My Chemical Romance & the Fabulous Killjoys

In Features by Jason L.

My Chemical Romance were a generation (or two) behind me so they didn’t register on my radar until someone slipped me a ripped CD of The Black Parade. The T. Rex riff of “Teenagers” won me over and I cautiously wandered into the shallow end of the emo-punk pool. The ridiculously wordy song titles of the genre were exhausting and I found myself retreating to The Black Parade. It was a genre built for teenagers and I was the older guy the employees tried to ignore at Hot Topic.

With 2010’s Danger Days: The True Lives of the Fabulous Killjoys, My Chemical Romance stopped trying to be the best emo-punk band in the world and became a kick-ass rock-n-roll band. Bursting with post-apocalyptic imagery and glam-rock color, My Chemical Romance created a modern day classic and then broke-up. It was an unexpected end to a band that seemed to be maturing into one of this century’s more formidable rock outfits. The Danger Days tour showcased a confident band, musically fit and ready to take on the world. And then it was over.

The album opens with Dr. Death Defy, a radio DJ, broadcasting out to the rebels resisting some sort of evil corporation that has taken over the world, or maybe just California. “Na Na Na (Na Na Na Na Na Na Na Na Na)” distracts us with a meaningless title while laying out the Killjoys motives. The narrative details aren’t exactly water tight but the concept is clear: resist authority, be different, and fight for your freedom. It’s the sort of pop-trash ethos that we have come to know and love in our rock-n-roll whether it’s David Bowie or Lady Gaga.

“Bulletproof Heart” takes the band even further from their strip mall emo roots, a straight ahead rocker with a stadium sized chorus that demands everyone within earshot to sing along. “SING” builds upon the momentum as the band raises the stakes and sheds the last of their black eyeliner.

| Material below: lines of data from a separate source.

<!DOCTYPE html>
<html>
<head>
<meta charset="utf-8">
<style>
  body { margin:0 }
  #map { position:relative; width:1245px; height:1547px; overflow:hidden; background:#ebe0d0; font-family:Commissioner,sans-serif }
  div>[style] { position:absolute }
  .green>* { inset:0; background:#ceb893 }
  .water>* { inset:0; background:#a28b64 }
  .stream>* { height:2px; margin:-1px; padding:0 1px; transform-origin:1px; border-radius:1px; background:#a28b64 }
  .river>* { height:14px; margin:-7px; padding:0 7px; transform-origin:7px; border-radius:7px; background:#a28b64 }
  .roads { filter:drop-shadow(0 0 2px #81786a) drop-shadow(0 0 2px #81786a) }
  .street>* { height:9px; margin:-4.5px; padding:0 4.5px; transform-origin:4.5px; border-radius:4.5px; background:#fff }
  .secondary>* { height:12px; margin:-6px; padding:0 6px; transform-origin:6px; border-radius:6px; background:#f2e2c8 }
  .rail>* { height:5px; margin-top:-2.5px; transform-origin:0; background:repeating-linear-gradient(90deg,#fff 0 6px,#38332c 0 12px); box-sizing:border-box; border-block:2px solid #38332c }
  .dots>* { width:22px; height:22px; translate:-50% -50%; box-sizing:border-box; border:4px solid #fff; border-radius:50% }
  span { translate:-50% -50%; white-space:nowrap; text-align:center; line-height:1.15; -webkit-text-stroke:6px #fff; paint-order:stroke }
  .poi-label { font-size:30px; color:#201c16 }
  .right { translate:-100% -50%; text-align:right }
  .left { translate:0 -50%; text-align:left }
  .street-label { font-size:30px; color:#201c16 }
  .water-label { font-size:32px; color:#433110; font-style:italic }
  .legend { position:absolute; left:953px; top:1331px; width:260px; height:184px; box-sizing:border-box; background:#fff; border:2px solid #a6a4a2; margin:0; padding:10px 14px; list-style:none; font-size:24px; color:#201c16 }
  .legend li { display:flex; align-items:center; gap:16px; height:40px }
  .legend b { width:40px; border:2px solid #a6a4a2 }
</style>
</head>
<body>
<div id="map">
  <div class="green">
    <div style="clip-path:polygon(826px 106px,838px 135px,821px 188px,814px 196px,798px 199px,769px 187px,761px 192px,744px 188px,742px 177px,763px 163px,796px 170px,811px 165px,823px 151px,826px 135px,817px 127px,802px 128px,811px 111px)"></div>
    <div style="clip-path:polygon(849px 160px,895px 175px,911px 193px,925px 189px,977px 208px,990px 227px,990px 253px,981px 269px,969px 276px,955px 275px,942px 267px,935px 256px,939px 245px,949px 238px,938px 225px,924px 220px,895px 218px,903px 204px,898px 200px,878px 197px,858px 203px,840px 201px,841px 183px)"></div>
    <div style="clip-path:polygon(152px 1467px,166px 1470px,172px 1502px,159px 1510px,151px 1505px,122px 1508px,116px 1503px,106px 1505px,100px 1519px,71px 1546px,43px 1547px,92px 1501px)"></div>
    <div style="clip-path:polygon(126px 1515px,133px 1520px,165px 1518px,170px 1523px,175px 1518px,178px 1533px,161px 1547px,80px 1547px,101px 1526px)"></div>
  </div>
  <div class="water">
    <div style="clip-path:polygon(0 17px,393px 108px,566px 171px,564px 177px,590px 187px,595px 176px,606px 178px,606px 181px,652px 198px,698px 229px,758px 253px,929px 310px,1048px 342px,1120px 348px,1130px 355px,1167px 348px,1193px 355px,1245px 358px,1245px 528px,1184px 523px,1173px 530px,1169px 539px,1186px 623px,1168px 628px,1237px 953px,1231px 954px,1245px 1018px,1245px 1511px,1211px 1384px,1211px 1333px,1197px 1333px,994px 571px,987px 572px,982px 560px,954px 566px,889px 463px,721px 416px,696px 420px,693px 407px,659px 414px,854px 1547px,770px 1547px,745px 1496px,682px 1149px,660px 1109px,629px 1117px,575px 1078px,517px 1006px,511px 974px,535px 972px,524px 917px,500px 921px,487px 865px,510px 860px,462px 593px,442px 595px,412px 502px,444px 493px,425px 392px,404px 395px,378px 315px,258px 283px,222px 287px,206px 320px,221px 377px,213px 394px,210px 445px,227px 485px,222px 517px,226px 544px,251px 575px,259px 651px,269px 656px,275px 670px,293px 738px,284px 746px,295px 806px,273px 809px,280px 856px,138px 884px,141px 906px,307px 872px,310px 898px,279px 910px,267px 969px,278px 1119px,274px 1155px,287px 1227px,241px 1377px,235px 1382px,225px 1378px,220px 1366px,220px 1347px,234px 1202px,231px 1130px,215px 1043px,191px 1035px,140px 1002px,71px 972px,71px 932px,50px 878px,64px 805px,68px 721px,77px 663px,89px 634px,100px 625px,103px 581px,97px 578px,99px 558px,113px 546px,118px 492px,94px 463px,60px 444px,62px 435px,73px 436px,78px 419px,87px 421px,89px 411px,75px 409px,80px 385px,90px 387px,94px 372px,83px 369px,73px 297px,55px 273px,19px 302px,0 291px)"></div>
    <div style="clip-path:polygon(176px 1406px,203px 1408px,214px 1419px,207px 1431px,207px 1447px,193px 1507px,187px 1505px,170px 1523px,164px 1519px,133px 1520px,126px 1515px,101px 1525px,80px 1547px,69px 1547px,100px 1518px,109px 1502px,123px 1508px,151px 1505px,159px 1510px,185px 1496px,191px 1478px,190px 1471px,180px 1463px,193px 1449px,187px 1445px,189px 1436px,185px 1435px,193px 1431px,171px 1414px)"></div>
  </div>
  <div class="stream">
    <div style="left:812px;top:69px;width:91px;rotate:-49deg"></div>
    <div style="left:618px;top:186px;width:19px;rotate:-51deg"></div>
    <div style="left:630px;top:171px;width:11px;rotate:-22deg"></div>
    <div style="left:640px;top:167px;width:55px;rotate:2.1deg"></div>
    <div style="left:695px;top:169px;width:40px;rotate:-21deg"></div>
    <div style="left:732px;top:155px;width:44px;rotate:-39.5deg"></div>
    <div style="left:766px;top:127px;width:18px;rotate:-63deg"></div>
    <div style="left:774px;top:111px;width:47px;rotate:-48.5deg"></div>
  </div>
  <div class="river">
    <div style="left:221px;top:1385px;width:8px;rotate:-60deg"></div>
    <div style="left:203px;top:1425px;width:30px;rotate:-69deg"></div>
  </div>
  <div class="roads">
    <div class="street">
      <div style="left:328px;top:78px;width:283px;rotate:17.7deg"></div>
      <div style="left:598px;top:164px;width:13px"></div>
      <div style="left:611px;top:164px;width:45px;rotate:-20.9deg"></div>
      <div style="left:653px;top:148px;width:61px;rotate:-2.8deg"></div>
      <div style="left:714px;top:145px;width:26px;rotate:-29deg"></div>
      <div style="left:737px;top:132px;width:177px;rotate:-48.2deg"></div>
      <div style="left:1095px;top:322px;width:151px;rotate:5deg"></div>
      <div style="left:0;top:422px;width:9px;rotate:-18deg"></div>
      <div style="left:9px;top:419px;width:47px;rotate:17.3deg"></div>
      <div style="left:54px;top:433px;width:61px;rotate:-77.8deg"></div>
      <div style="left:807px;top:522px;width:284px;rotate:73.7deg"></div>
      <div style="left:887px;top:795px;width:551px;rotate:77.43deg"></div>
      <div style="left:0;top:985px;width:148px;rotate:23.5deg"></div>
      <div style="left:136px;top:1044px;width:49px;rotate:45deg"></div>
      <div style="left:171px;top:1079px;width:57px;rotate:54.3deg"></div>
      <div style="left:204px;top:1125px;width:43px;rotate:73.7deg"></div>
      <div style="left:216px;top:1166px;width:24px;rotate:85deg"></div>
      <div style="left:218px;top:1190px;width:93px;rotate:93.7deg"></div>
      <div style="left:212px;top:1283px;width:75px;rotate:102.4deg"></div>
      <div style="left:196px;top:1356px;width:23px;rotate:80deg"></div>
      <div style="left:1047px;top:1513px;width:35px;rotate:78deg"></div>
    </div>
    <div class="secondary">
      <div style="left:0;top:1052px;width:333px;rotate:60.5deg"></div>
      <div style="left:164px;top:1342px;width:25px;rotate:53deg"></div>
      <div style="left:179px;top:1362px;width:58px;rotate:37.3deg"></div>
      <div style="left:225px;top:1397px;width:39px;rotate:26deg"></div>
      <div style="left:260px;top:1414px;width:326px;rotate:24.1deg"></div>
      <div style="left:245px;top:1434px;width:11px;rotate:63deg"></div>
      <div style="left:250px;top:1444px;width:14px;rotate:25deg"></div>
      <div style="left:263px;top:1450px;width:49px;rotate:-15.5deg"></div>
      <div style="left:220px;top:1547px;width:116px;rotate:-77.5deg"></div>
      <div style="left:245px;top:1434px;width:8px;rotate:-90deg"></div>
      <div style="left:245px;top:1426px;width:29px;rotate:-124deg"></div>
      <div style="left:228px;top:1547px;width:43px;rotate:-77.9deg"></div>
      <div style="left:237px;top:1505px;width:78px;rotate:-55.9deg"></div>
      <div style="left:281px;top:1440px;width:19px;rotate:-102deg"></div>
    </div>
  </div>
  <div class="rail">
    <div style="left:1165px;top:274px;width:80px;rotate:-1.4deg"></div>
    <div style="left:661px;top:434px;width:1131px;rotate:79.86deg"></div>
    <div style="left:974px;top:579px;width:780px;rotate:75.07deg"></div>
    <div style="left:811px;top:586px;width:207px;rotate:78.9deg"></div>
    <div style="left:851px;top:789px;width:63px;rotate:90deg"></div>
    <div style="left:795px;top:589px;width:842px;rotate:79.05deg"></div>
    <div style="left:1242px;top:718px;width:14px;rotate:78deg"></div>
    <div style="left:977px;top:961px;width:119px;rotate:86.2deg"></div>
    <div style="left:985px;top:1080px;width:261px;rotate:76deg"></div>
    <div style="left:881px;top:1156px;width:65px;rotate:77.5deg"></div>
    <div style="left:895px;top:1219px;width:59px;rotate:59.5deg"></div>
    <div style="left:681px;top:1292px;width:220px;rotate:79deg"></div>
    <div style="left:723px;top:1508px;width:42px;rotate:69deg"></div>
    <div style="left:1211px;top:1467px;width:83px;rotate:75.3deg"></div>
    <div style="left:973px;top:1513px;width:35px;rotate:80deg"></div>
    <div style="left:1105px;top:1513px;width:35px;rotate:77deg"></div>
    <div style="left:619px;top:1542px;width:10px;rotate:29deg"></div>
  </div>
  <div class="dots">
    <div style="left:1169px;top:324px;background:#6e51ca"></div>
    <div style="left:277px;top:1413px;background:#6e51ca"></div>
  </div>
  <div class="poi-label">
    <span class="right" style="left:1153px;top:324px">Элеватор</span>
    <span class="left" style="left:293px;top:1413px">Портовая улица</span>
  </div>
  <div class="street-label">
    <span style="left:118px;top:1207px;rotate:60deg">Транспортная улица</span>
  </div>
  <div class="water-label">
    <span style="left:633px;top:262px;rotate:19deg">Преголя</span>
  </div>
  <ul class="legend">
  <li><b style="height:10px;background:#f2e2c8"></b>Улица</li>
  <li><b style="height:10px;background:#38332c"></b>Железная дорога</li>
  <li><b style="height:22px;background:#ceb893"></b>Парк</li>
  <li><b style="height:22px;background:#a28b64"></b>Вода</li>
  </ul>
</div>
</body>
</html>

Gerard Way proves a far more versatile vocalist than one ever imagined and shifts from punk (“Party Poison”) to alt-rock (“The Only Hope For Me Is You”) with ease. Smashing Pumpkins should have reached this point twenty years earlier but Billy Corgan’s lack of humor made each promising album infinitely more grumpy than it should have been.

Buried on the second half of the album, My Chemical Romance fulfill their destiny on “Summertime”, the sort of road-trip sing-along song that beckons to you from an empty highway full of promises. The windows-down chorus showcases the band’s knack for great melodies which was always there, buried amongst the emo clutter. The song will be a classic rock staple in years to come; the “1979” (Smashing Pumpkins) for a new generation. The band’s evolution from 2002’s I Bought You My Bullets, You Brought Me Your Love feels complete after “Summertime”. The heart-on-your-sleeve passion remains but the band is a tightly wound rock-n-roll outfit capable of creating an album that plays out like a graphic novel.

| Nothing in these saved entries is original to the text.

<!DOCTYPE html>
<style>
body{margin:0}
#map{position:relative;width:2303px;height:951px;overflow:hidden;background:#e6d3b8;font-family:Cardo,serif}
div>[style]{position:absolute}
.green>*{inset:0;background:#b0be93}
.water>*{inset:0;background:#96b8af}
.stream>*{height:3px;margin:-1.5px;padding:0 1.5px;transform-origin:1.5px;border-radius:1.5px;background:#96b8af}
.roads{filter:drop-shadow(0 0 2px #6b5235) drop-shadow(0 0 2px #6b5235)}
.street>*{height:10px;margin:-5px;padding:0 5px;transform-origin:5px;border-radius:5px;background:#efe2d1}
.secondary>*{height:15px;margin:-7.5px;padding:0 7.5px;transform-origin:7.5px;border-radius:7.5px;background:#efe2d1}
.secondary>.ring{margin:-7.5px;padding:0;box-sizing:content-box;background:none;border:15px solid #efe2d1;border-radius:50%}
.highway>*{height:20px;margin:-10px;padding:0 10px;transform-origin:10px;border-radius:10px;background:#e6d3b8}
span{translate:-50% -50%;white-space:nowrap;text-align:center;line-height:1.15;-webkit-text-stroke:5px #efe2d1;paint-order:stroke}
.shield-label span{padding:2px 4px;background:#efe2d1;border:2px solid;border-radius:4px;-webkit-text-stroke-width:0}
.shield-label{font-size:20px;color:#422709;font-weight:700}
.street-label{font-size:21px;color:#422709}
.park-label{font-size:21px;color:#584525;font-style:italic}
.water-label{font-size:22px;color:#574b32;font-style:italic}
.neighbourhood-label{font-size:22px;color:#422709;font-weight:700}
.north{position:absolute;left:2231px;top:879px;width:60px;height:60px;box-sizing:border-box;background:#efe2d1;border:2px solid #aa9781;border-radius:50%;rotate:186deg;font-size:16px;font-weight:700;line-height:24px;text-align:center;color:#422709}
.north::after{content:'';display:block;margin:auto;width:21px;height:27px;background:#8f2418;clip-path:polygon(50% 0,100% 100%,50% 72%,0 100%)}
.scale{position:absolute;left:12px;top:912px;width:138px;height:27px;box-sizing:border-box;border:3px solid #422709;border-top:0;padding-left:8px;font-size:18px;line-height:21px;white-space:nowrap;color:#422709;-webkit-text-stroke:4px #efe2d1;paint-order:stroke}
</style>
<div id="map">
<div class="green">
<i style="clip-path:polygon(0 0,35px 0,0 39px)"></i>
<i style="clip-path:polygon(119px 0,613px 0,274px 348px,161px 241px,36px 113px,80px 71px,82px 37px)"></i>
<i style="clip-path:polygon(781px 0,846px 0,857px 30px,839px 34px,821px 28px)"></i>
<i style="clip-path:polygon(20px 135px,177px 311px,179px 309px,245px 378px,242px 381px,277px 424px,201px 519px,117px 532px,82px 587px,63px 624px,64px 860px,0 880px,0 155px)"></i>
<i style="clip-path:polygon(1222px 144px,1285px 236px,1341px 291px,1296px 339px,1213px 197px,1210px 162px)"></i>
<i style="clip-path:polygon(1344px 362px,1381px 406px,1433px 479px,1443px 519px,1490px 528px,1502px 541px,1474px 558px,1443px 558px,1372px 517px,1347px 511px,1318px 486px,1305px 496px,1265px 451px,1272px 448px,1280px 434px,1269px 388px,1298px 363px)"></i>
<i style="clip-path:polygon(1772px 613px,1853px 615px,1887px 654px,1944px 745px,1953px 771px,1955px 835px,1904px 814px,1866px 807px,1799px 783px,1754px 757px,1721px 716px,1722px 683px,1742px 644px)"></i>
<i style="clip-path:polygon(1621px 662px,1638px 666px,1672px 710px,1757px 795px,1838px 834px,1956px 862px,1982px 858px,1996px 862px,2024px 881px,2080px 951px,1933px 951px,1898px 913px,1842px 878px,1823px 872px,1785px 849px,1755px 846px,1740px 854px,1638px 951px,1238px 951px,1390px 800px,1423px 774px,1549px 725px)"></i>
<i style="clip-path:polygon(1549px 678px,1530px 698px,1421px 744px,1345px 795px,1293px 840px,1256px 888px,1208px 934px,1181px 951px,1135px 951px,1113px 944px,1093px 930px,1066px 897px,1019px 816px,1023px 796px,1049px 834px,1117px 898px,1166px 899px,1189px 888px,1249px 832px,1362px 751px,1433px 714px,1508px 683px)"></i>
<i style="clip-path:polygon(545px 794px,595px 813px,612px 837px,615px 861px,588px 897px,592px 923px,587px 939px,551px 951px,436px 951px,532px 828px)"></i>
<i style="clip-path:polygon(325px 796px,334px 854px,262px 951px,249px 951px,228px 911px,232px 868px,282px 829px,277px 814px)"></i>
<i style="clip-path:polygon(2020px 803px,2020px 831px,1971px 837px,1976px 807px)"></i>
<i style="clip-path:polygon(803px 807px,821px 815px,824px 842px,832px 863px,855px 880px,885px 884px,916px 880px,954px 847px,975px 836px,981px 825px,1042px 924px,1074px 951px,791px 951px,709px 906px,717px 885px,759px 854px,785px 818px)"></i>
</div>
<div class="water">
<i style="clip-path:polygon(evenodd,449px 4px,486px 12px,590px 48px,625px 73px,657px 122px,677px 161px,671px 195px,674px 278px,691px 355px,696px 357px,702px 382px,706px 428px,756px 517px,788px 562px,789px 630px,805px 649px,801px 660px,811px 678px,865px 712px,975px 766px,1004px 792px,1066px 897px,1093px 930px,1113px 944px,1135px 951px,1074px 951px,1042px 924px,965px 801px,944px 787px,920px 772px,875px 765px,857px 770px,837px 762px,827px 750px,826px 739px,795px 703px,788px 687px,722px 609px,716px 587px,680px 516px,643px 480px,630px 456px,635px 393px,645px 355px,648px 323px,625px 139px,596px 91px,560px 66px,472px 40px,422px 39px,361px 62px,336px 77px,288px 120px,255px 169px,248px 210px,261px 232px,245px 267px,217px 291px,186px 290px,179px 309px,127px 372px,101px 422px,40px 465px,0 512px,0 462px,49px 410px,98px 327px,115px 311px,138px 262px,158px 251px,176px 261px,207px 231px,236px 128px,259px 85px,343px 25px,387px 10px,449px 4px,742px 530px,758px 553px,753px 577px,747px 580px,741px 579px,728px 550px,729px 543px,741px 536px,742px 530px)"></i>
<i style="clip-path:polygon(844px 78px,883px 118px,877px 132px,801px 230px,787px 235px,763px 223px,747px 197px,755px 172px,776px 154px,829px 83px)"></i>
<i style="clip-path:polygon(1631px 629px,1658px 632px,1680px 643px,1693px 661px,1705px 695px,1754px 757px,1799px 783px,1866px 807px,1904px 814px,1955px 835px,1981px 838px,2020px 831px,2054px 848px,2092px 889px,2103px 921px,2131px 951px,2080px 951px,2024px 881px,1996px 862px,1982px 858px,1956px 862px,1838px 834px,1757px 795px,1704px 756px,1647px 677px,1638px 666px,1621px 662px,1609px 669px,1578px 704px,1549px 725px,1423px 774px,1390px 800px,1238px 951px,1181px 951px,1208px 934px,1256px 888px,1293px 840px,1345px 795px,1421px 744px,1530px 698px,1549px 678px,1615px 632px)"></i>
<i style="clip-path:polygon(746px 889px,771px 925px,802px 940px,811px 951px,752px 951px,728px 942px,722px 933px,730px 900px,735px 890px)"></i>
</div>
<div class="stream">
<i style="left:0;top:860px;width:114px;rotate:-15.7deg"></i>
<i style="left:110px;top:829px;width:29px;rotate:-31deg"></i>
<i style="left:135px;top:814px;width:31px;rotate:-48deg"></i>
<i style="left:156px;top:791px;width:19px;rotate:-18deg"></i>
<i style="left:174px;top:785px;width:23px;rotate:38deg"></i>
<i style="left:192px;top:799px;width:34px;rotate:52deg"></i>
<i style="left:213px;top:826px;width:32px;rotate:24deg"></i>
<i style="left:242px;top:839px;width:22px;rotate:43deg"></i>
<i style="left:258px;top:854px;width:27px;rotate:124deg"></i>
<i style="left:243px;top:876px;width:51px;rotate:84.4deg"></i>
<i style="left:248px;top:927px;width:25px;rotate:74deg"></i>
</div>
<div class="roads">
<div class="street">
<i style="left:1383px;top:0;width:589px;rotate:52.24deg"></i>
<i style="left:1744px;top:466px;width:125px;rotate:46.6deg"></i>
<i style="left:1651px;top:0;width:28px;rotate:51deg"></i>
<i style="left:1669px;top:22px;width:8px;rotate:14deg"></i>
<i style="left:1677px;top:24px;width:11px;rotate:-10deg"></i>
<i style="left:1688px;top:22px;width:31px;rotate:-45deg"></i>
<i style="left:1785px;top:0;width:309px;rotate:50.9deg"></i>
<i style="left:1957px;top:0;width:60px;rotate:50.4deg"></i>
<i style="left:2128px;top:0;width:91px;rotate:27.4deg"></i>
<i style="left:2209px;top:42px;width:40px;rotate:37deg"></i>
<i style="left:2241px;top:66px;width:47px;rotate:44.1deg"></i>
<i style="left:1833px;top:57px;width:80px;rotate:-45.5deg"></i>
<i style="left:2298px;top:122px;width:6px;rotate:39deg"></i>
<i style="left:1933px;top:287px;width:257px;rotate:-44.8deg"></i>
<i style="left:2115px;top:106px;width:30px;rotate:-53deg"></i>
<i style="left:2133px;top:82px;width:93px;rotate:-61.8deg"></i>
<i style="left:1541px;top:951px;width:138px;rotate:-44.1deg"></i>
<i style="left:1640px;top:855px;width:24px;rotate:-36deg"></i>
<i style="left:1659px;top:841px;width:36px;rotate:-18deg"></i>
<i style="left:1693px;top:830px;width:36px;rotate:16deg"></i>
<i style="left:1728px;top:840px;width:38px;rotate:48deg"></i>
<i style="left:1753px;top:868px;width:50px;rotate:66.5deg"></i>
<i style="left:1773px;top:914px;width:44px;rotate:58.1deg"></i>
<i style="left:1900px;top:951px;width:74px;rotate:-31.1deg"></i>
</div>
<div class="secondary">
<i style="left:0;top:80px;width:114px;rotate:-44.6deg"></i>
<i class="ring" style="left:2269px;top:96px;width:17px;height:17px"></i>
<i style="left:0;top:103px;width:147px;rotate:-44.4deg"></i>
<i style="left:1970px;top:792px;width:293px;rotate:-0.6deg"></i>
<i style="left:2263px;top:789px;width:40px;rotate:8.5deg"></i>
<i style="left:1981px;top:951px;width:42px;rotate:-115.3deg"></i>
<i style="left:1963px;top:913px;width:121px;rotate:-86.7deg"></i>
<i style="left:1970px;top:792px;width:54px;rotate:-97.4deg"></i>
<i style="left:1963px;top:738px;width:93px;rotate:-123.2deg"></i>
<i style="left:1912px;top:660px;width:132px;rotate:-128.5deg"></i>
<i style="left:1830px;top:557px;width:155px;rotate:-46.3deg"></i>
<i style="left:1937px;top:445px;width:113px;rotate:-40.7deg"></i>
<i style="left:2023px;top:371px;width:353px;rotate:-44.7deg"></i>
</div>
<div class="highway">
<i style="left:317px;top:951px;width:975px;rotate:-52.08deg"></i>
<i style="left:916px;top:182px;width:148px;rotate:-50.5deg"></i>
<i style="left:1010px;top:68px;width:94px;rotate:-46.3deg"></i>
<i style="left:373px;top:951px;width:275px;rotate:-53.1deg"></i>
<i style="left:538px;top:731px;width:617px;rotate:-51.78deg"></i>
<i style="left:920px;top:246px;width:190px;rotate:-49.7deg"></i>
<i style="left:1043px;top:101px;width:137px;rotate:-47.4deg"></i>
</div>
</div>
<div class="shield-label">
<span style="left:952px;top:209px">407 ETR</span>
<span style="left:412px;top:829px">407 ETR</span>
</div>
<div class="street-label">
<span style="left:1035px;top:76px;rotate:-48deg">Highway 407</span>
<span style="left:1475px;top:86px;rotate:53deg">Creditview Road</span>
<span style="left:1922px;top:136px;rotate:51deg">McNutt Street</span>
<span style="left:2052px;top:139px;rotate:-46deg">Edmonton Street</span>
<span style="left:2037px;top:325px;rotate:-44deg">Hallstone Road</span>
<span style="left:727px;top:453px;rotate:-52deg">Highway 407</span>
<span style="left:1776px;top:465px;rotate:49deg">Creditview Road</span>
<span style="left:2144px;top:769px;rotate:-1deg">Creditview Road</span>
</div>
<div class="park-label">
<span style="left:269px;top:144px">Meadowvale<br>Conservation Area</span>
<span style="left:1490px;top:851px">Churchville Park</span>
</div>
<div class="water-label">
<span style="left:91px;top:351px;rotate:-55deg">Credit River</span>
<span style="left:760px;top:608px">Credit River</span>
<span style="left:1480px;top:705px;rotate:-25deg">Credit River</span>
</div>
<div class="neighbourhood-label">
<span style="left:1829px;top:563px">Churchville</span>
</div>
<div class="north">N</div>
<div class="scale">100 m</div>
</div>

What would have become of Pink Floyd had they stopped after The Dark Side of the Moon? That is the question I keep returning to with every listen of Danger Days. MCR melded the genre they perfected on The Black Parade into the larger tapestry that is rock-n-roll with Danger Days much like Floyd’s progressive/psychedelic wanderings found a larger rock-n-roll audience with DSOTM. Throughout Danger Days, nostalgia for a not-too-distant youth creeps into the narrative and the band’s determination to avoid the trappings of celebrity fuels their anger. Perhaps they saw it best to say goodbye before their earliest fans screamed “sell out” for daring to infuse so much color into the sound of My Chemical Romance. While a reunion tour seems inevitable for any band, I’m not sure MCR will fall into that trap. They gave us a modern day classic on Danger Days: The True Lives of the Fabulous Killjoys and decided to skip the encore everyone expected. Is there anything more rock-n-roll than that?